How to Stay Cleanly on the JV Side
If you want to avoid the securities route, you have two honest options for every capital contributor:
Give them a real active role with voting rights. It can be a modest role, but it has to be genuine active participation. In one workshop scenario, a third friend contributing funds "wants to learn and help as much as they can." That works: find them a real job in the deal, give them a vote, and it's a legitimate JV partnership.
Or make them a lender instead of an owner. A private lender holds no equity at all, so no securities question arises. They loan money to the LLC, secured by the property, and earn interest. You skip the SEC attorney entirely. I compare the economics of this choice in Debt Partner vs Equity Partner, and private lending sits alongside the other ways to fund deals with other people's money.
What you can't do is take passive money, skip voting rights, call it a "JV," and hope. The label on the agreement doesn't matter; how the business actually operates does.
The Bottom Line
Before you take a dollar from anyone, ask: will this person actively participate and vote, yes or no? Yes means a JV partnership with a solid operating agreement. No means either a private loan or a proper syndication with an SEC attorney. All three paths work. The only path that doesn't is pretending.

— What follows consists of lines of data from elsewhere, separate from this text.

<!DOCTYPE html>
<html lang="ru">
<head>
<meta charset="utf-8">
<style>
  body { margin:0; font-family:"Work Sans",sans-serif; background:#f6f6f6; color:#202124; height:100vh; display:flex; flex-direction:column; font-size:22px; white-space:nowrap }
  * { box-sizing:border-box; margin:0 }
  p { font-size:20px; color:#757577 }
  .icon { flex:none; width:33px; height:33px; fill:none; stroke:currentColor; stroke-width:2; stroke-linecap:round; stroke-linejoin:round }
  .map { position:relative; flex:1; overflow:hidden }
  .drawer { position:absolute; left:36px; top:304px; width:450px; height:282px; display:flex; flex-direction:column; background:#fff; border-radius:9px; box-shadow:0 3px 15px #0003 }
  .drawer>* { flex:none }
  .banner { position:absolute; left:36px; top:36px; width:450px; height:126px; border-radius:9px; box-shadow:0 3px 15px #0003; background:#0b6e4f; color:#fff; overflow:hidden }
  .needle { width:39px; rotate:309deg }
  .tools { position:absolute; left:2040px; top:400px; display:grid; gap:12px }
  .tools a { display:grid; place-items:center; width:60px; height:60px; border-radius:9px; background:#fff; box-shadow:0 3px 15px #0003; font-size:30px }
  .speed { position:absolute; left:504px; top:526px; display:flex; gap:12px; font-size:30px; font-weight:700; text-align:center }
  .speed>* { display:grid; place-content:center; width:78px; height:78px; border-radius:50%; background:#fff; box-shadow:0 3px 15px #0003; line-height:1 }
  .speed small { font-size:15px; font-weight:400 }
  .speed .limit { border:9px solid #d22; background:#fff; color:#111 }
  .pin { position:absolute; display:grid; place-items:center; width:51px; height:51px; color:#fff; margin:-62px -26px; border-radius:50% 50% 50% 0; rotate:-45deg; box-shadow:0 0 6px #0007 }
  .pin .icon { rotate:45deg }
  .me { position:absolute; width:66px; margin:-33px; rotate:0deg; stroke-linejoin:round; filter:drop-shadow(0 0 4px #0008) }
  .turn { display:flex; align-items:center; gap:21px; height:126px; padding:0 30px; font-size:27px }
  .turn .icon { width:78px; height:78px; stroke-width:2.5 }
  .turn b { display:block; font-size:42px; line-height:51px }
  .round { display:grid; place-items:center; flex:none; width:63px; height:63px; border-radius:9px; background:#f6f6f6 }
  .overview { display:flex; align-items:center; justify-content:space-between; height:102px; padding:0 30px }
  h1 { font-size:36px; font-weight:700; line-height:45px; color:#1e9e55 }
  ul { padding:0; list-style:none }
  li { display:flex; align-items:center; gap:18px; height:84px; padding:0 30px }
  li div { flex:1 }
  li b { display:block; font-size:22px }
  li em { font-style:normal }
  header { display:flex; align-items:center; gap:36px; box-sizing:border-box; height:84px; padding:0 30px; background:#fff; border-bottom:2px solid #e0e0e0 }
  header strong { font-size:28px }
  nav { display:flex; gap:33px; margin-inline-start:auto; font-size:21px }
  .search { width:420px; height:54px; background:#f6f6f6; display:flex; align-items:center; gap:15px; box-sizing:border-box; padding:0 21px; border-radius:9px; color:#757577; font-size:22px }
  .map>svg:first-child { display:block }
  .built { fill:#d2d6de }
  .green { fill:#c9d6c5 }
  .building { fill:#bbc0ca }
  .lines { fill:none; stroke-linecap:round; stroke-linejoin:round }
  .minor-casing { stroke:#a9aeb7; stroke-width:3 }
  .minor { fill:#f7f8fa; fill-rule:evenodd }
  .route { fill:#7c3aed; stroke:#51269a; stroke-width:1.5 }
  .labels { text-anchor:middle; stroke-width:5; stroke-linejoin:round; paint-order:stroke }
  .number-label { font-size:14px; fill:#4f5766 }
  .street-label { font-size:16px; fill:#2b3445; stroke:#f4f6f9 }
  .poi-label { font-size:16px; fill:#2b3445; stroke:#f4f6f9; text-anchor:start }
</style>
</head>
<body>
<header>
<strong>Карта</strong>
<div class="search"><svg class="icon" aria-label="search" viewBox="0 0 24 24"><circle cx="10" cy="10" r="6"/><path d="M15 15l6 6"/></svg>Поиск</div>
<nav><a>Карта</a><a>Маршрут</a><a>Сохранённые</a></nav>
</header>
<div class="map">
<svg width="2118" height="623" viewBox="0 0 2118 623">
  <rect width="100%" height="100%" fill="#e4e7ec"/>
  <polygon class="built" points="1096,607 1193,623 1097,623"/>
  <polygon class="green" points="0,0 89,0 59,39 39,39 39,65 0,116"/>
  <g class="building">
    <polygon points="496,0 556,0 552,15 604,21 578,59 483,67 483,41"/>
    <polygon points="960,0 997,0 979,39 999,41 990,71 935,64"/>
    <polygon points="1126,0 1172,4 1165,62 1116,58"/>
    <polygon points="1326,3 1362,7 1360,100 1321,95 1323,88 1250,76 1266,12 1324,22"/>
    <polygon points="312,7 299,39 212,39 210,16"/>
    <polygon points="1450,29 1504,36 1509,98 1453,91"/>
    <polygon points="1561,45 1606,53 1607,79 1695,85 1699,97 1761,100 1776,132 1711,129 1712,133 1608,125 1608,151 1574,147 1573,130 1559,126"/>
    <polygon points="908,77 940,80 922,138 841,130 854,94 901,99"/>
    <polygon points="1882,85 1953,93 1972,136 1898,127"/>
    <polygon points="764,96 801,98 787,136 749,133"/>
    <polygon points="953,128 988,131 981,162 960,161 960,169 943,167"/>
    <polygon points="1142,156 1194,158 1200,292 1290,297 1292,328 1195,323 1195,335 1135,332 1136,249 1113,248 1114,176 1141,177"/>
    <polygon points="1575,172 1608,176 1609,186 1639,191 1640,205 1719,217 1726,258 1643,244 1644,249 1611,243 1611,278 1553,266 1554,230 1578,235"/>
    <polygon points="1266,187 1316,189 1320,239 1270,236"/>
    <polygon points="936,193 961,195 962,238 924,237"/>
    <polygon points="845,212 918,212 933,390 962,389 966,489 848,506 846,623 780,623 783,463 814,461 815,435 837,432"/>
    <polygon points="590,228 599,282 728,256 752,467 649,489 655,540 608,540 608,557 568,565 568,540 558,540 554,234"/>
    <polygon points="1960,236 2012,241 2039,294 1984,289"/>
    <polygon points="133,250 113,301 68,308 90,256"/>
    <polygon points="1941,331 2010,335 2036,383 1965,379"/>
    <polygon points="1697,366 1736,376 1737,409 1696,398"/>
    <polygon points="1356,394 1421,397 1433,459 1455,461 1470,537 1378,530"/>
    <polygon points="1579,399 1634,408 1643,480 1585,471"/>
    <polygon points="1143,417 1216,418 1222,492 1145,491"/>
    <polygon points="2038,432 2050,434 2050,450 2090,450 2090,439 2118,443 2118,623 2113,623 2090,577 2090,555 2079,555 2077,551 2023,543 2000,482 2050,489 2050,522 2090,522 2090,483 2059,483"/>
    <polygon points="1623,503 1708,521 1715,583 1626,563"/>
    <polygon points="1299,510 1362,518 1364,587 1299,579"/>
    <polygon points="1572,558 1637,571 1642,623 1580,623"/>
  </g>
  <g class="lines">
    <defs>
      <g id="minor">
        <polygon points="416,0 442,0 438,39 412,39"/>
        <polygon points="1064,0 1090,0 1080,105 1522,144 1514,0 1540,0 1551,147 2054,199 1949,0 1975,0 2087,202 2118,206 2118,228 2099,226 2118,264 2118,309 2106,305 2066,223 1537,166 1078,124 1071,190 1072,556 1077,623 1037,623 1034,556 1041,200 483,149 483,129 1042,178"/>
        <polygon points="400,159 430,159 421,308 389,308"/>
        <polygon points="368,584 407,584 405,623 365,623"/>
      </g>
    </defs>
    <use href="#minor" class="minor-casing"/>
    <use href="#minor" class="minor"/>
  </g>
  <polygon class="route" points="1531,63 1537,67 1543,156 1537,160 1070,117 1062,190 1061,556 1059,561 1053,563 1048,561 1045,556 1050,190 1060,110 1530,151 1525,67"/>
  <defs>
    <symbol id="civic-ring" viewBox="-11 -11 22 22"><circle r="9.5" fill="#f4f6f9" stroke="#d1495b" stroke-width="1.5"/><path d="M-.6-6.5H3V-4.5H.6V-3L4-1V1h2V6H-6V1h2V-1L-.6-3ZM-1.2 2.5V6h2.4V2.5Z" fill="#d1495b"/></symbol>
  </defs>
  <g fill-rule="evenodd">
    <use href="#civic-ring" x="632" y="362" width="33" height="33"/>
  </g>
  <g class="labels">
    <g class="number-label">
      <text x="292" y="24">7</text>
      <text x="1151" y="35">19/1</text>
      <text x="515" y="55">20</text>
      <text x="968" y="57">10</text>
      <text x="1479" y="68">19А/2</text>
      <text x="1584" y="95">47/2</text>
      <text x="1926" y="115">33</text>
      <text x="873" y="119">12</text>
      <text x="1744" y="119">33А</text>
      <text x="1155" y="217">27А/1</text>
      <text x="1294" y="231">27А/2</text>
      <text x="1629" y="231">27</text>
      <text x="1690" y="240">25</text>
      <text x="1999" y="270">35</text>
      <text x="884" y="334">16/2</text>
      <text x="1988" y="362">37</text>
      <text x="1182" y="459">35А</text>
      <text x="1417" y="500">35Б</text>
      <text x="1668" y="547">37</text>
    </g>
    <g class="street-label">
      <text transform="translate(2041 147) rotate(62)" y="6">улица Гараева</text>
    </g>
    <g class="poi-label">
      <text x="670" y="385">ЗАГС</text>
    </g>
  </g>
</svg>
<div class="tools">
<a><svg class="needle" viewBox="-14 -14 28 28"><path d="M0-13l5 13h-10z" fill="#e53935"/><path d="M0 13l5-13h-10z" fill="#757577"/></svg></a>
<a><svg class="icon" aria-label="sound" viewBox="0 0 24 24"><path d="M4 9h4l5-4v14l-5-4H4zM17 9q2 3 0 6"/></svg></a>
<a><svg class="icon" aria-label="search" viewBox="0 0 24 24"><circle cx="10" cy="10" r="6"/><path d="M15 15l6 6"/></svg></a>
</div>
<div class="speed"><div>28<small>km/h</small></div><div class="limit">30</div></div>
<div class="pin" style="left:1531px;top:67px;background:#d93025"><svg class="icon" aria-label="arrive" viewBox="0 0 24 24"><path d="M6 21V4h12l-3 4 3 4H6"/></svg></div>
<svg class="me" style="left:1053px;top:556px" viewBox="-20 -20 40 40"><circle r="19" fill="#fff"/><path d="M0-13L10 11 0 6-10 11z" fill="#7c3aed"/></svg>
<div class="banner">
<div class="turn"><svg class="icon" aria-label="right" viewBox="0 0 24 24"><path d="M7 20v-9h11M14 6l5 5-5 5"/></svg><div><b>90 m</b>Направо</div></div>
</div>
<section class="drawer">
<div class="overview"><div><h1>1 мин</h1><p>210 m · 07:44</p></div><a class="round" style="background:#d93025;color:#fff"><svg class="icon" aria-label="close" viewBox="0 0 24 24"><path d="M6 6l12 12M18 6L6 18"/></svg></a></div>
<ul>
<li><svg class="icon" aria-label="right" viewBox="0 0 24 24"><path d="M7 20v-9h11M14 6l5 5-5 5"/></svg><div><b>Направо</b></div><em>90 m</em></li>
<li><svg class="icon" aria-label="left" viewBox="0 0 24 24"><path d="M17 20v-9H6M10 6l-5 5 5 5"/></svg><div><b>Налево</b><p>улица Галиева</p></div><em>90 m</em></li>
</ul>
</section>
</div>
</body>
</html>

Whichever side you land on, get it in writing. The six clauses every operating agreement needs are what turn a handshake into a structure that holds. This is exactly the kind of scenario we workshop on live calls inside the ROI Inner Circle: bring your deal, and we'll walk through the structure options together before you spend money on the wrong setup.
I'm not an attorney, and this isn't legal advice. Securities law violations carry serious consequences. If your deal includes any passive investors, talk to an SEC attorney before you accept funds.